If I can only choose one I'll say pear and almond tart or just almond tart. It's been my favourite since I was a kid. I did have a black forest cake period. I the end I came back to my first tart love.


----------



## shroomgirl (Aug 11, 2000)

I just took a class in this last week....
Pie can be topless...pecan or chess
The tart crust we made had an egg in the crust and was less flakey....able to be eaten out of hand.
Fun class Ann Schlafly in St. Louis did a class for the Culinary group I belong to...she owns a cooking store with classes and has a video tape out on pie making.
YUMMMMMM peach and grape pie, fruit tart adn vanilla ice cream for dinner.


----------



## w.debord (Mar 6, 2001)

I can't answer you Mezzaluna. I (unforunately) am oppinionated on everything (miss know it all), but "my favorite" when it comes to any desserts is so hard to deside. I have favorite recipes for each item, but to pick one item over another leaves me quite like a novice.

Hope you all don't mind if I go off on a brief tangent here: When interviewing for a pastry position what's your answer when the interviewer asks you "What's your favorite or best dessert?"


I so dread that question.......I always throw it back on them because I think the answer is whatever the customer prefers is my best dessert.
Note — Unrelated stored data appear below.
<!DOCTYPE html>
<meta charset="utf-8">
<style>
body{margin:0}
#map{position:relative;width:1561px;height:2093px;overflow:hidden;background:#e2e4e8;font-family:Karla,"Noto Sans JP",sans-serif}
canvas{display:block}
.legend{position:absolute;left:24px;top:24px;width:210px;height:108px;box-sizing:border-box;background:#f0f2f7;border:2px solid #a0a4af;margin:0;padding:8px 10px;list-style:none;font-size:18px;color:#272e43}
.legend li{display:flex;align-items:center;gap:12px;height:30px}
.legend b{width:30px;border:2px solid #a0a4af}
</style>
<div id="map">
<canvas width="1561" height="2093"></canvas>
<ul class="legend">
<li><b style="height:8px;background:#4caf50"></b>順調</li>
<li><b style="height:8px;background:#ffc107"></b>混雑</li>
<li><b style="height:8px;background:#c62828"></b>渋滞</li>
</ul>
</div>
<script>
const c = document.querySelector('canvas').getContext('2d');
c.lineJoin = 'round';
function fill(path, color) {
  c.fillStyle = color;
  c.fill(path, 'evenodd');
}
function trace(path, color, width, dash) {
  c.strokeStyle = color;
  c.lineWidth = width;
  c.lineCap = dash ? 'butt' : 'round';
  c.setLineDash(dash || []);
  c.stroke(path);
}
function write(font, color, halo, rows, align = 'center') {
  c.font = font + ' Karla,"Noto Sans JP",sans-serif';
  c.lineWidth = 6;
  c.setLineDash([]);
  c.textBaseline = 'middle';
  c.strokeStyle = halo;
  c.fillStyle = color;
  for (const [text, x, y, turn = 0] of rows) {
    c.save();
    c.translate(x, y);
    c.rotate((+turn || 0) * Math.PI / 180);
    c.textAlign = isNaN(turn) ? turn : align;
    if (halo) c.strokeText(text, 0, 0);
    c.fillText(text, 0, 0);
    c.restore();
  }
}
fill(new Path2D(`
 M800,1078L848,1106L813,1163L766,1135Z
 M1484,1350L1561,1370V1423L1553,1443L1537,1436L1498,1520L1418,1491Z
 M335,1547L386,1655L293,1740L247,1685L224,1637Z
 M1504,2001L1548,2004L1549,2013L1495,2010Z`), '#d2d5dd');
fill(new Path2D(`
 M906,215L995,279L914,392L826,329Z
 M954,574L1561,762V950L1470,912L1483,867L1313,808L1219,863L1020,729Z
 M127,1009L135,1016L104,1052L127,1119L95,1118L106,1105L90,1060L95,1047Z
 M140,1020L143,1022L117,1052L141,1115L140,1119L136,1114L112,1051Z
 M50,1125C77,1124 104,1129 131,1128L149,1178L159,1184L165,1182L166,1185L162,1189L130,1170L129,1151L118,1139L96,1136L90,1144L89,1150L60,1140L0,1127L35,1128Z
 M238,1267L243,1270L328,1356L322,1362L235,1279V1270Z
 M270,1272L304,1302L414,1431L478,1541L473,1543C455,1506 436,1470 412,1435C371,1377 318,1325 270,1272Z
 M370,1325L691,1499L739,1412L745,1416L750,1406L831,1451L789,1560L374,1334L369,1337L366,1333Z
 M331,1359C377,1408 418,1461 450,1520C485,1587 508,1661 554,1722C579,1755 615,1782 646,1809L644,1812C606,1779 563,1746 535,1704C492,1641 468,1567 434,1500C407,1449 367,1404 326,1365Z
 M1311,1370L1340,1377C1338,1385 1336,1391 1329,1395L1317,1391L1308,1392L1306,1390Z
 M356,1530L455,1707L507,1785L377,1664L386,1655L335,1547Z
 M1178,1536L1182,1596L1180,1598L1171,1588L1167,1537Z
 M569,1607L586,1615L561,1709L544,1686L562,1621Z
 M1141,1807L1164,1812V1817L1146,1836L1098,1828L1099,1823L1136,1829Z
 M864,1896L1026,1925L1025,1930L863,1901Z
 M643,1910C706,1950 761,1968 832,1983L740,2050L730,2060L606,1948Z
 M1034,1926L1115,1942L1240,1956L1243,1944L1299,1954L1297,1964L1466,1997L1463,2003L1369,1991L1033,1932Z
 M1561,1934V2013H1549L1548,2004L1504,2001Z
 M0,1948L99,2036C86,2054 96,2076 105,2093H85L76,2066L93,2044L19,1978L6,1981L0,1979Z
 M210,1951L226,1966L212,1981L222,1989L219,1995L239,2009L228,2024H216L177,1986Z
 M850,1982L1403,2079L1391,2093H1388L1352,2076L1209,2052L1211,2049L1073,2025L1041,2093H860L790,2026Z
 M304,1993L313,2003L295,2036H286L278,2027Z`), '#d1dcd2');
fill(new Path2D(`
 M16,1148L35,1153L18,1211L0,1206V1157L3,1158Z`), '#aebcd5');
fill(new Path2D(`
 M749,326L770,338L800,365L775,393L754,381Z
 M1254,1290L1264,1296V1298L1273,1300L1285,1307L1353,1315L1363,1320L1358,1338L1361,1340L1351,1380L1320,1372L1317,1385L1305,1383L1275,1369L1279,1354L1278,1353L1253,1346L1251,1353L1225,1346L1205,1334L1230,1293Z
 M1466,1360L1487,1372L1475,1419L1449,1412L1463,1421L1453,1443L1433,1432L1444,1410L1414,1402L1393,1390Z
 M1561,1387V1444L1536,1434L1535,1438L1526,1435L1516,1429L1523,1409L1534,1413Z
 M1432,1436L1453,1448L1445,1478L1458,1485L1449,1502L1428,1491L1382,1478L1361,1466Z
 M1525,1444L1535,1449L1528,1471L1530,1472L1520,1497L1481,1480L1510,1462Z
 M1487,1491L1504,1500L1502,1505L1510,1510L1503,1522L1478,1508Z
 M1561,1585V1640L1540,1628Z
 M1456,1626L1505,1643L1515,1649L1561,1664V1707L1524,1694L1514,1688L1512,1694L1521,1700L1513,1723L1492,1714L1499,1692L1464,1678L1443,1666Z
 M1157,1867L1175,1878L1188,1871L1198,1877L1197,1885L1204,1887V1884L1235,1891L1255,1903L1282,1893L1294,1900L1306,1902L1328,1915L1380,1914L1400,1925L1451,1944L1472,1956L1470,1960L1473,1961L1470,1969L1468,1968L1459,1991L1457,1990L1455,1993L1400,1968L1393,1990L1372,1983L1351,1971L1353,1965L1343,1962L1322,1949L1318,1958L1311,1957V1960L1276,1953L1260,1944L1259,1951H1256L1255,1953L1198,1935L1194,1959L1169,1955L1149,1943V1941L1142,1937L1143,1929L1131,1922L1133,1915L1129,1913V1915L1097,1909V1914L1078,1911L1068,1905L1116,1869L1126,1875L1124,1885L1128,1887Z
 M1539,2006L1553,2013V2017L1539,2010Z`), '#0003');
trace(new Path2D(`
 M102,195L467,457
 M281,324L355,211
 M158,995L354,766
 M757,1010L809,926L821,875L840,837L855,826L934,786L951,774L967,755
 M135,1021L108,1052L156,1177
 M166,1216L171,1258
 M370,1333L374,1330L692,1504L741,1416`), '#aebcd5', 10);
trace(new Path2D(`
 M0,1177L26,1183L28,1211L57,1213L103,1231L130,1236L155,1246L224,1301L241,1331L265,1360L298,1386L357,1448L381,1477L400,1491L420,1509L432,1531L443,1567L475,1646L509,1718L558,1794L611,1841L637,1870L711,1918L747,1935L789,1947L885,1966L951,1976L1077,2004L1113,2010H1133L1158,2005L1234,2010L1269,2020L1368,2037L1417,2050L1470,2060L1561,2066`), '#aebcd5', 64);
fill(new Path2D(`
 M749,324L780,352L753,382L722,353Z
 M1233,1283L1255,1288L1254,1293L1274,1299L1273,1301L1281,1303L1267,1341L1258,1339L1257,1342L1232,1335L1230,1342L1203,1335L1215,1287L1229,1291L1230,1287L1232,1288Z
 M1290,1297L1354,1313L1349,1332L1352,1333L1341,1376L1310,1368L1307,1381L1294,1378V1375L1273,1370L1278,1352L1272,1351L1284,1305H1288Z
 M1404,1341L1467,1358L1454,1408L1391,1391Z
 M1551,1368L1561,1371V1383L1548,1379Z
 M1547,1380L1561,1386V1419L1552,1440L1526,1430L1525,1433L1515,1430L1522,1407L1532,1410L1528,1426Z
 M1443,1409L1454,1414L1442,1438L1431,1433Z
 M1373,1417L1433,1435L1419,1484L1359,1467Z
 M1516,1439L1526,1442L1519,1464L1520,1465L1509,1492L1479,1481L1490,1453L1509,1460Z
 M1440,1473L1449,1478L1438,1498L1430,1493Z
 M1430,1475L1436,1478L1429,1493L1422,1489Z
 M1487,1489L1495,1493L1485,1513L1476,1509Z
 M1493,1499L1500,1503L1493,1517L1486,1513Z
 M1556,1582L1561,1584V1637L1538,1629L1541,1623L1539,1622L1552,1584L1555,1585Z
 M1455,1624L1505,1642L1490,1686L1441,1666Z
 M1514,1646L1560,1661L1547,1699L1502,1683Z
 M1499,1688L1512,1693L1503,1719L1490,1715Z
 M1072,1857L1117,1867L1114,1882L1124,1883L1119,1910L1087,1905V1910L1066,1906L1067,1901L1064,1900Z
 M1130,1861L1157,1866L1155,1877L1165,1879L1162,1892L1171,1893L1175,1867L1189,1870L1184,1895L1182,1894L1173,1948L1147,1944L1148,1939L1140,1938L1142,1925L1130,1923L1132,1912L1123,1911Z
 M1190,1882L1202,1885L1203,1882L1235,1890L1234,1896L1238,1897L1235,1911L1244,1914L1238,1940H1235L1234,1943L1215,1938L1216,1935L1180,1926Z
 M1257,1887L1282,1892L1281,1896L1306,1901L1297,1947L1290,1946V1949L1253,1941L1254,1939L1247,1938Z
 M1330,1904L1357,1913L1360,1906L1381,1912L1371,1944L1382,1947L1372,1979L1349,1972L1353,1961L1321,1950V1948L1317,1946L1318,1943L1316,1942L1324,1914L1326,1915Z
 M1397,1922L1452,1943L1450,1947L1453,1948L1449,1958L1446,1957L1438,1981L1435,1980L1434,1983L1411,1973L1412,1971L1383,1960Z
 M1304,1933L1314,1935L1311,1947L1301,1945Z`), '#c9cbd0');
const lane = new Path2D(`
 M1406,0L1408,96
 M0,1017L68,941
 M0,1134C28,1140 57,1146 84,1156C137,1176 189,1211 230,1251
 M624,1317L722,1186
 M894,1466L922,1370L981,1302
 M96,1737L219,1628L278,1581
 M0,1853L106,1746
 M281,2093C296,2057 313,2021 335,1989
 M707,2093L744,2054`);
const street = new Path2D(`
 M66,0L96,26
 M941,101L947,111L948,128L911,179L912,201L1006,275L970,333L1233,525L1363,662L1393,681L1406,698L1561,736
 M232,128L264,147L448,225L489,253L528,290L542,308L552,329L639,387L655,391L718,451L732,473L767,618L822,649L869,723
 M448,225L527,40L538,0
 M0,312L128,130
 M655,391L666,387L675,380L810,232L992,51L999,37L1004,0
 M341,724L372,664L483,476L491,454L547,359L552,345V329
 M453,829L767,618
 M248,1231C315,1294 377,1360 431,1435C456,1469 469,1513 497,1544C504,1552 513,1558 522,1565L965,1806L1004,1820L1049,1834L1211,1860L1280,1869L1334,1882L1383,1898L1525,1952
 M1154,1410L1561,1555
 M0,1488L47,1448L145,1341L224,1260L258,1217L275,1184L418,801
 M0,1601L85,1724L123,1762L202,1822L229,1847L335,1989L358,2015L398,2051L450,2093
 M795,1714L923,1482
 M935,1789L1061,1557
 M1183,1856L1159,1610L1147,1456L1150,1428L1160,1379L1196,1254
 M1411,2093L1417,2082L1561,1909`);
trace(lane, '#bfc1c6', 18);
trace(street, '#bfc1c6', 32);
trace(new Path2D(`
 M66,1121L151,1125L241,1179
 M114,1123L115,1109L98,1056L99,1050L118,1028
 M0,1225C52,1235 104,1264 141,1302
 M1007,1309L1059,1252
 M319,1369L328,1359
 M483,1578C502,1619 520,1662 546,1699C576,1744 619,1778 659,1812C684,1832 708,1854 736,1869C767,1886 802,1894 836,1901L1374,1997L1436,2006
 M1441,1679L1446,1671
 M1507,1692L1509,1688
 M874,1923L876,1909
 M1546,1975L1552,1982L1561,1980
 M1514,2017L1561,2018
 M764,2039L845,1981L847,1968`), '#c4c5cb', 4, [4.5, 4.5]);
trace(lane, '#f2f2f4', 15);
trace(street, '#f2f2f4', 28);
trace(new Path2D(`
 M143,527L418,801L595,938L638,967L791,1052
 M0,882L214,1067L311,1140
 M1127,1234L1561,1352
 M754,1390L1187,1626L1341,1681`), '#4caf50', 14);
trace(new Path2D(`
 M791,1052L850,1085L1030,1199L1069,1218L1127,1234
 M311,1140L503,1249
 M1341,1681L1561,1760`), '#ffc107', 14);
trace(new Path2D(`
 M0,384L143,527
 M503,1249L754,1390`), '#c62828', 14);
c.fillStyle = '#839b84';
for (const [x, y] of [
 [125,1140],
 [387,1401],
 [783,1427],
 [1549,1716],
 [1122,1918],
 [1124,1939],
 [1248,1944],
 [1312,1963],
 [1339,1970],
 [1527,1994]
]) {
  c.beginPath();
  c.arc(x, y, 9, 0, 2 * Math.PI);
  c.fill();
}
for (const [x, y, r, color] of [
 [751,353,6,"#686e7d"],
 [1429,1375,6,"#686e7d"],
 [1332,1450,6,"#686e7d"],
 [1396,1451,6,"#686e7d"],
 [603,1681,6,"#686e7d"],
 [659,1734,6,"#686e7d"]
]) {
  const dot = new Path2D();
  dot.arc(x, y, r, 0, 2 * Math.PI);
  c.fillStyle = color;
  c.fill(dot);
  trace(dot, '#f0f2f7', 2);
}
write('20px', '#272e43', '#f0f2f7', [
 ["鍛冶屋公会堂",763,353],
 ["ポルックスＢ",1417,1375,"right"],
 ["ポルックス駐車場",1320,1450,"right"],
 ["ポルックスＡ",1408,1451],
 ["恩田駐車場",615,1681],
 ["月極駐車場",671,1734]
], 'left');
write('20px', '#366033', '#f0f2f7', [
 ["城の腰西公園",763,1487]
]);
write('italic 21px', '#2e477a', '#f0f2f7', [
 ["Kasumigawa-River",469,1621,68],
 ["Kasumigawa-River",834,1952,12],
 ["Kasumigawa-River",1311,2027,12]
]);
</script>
I had several people look at me cross eyed and dumbfounded by that answer as if I was being difficult (last time I was inbetween jobs interviewing). So I'm thinking about answers again (since I'm between jobs again). How do you like to answer that question at a interview?


----------



## momoreg (Mar 4, 2000)

W.,
This would be a good topic for a new thread. I'll think of my answer, in the meantime...


----------